Events sent from one account to another are charged to the sending account as custom
events.
The receiving account is not charged. For more information, see Amazon EventBridge Pricing
If a receiver account sets up a rule that sends events received from a sender account on to a third account, these events are not sent to the third account.
Grant permissions to allow events from other AWS accounts
To receive events from other accounts or organizations, you must first edit the
permissions on your account's default event bus. The default event bus
accepts events from AWS services, other authorized AWS accounts, and
PutEvents
calls. The permissions for the event bus are granted or denied using
a resource-based policy attached to the event bus. In the policy, you can grant permissions
to
other AWS accounts using the account ID, or to an AWS Organizations organization the
organization ID.
To learn more about event bus permissions, including example policies, see Permissions for EventBridge event buses.

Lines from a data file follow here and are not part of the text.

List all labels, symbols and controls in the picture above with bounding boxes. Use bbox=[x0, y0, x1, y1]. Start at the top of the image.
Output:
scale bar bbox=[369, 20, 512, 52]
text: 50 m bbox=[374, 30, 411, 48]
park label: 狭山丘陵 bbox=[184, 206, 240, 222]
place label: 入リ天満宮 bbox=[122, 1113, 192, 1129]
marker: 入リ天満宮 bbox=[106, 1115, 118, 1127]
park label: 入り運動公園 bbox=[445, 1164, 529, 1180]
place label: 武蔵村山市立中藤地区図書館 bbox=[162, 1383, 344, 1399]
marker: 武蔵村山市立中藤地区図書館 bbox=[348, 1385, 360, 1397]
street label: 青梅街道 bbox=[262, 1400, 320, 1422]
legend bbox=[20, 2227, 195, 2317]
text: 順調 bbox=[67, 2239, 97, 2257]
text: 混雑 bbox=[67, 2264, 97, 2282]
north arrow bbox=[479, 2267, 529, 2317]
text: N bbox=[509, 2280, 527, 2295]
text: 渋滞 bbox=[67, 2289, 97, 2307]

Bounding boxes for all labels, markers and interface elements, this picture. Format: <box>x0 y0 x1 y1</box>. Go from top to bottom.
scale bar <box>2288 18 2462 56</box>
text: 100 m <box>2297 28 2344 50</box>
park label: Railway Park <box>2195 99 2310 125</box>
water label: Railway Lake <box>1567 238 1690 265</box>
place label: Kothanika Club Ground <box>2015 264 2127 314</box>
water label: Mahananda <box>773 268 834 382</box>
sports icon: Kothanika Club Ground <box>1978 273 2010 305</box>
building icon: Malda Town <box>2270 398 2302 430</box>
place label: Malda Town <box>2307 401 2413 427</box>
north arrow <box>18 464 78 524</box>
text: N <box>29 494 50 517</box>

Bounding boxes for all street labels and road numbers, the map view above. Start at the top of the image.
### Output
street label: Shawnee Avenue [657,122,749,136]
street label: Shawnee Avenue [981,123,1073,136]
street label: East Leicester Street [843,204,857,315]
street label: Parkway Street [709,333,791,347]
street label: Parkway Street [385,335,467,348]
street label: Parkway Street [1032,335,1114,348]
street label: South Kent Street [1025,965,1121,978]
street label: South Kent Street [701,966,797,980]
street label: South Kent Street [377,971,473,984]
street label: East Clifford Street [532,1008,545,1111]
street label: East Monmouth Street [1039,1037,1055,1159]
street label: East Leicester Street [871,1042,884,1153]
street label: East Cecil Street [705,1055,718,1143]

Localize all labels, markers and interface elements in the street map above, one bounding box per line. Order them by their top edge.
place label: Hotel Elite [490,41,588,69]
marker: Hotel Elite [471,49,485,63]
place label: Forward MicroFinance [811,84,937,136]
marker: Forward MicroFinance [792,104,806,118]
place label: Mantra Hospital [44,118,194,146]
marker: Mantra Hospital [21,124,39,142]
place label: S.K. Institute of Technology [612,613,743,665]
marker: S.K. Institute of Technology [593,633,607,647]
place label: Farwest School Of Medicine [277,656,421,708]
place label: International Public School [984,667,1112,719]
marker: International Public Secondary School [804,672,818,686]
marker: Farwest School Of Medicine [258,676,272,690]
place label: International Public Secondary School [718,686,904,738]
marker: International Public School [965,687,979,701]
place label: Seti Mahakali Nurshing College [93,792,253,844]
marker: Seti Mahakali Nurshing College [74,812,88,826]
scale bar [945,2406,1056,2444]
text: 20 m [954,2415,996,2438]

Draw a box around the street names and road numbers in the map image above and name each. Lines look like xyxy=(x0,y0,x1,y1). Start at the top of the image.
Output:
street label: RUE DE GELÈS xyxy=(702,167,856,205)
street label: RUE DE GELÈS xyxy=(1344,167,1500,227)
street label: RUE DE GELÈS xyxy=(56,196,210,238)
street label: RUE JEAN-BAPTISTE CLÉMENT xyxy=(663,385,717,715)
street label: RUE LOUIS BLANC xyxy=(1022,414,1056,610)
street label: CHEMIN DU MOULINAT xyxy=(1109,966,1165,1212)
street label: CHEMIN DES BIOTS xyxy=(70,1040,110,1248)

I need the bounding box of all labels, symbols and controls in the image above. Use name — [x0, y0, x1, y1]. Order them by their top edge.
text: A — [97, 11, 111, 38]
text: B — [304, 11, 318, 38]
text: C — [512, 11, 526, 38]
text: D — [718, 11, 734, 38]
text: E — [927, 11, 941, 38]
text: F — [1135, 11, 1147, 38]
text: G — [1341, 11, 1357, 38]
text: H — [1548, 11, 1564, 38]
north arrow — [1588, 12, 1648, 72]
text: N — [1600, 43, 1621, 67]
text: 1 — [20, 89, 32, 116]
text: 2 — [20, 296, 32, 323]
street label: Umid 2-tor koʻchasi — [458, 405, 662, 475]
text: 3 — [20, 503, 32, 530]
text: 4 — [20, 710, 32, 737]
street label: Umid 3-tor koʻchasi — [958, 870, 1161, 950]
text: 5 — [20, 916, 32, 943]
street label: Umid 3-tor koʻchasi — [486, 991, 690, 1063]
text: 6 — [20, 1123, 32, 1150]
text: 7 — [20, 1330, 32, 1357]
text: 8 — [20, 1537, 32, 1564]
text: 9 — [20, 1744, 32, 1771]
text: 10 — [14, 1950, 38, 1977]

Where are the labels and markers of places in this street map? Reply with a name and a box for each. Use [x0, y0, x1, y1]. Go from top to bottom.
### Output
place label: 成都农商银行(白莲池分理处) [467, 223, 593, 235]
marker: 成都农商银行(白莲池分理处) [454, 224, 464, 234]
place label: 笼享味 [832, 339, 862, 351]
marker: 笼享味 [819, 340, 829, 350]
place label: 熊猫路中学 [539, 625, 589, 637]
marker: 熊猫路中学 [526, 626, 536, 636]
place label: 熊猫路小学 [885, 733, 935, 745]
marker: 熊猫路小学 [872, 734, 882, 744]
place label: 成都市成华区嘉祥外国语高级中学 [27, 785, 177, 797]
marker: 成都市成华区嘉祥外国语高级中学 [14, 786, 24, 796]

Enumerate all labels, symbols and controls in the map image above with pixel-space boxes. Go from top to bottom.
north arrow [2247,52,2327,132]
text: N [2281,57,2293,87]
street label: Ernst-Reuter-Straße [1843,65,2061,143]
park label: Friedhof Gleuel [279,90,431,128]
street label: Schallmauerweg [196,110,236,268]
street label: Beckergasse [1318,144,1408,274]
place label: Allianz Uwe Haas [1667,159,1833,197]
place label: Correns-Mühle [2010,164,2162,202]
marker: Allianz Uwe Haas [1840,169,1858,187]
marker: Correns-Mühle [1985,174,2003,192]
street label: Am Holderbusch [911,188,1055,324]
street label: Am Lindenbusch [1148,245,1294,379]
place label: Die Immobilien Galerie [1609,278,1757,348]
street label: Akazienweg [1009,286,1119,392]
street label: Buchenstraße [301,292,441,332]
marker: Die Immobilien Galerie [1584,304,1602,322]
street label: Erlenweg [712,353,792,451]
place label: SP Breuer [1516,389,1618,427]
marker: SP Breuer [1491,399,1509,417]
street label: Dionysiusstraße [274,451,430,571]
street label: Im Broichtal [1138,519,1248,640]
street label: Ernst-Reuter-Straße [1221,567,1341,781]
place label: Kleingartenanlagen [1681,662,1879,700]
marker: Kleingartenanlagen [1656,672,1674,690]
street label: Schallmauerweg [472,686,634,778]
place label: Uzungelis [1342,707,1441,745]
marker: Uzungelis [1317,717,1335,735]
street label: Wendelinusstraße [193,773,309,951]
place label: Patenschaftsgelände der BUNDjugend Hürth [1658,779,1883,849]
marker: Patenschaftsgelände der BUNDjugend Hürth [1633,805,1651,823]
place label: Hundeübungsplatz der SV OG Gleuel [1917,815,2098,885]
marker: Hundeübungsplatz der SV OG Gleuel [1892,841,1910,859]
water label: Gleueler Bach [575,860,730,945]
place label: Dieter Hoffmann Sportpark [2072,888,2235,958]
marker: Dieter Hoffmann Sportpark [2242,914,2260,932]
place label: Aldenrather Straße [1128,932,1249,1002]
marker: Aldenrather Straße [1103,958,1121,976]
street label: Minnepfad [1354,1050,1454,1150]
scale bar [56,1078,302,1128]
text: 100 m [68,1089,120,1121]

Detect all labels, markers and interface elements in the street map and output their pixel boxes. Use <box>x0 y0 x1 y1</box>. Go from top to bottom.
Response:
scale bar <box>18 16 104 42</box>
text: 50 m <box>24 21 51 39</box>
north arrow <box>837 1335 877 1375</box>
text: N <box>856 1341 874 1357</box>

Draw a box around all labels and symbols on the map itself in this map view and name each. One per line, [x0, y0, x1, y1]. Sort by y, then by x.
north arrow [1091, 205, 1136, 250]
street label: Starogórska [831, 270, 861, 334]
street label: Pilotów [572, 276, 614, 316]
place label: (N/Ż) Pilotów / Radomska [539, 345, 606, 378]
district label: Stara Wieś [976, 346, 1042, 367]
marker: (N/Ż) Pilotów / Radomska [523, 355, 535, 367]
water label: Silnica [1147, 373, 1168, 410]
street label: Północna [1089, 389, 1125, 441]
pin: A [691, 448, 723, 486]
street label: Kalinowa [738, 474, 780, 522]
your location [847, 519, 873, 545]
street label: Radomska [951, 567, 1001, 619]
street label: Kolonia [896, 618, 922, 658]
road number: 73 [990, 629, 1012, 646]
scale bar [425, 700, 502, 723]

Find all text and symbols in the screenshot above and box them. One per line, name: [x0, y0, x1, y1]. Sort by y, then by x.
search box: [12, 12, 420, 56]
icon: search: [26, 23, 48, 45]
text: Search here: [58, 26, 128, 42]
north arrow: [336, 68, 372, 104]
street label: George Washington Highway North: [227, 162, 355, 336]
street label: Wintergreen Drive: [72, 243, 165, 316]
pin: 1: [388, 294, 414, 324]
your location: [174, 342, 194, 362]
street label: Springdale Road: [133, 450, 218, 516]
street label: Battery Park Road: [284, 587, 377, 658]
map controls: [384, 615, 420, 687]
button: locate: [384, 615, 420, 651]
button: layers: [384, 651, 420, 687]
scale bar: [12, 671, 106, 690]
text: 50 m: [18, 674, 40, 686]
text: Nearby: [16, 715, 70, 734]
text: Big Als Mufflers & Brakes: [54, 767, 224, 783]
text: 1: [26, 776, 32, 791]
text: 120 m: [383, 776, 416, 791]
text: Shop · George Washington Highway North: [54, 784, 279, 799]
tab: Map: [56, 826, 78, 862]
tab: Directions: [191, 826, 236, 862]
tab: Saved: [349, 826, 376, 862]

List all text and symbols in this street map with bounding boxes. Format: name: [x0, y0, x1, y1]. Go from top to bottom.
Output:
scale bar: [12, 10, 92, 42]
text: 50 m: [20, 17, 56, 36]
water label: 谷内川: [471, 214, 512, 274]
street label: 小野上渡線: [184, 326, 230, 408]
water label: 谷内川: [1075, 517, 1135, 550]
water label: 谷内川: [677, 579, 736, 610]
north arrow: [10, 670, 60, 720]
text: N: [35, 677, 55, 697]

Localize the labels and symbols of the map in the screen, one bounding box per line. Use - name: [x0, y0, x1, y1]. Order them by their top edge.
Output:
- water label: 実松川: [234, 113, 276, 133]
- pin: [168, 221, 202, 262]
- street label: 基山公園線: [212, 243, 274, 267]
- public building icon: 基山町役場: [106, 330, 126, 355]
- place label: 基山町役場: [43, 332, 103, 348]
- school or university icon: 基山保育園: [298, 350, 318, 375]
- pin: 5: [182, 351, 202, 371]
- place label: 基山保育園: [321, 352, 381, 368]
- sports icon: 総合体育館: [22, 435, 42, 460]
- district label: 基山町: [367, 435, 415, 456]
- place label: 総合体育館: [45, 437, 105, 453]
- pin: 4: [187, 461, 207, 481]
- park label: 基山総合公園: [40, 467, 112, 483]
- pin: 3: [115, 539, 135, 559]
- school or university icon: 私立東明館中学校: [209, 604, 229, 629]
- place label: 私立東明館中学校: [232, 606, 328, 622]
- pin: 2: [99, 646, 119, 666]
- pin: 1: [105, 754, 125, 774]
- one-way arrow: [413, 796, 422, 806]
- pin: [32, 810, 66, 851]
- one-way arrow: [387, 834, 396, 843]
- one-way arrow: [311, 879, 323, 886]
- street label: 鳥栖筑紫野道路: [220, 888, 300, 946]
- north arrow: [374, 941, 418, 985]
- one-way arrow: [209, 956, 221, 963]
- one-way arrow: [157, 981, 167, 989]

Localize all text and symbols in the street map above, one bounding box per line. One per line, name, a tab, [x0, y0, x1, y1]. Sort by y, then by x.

If you choose to receive events from all AWS accounts, be careful to create rules
that
match only the events to receive from others. To create more secure rules, make sure
that
the event pattern for each rule contains an Account
field with the account IDs
of one or more accounts from which to receive events. Rules that have an event pattern
containing an Account field do not match events sent from accounts that are not listed
in
the Account
field. For more information, see Amazon EventBridge events.
Rules for events between AWS accounts
If your account is set up to receive events from other AWS accounts, you can write rules that match those events. Set the event pattern of the rule to match the events you are receiving from the other account.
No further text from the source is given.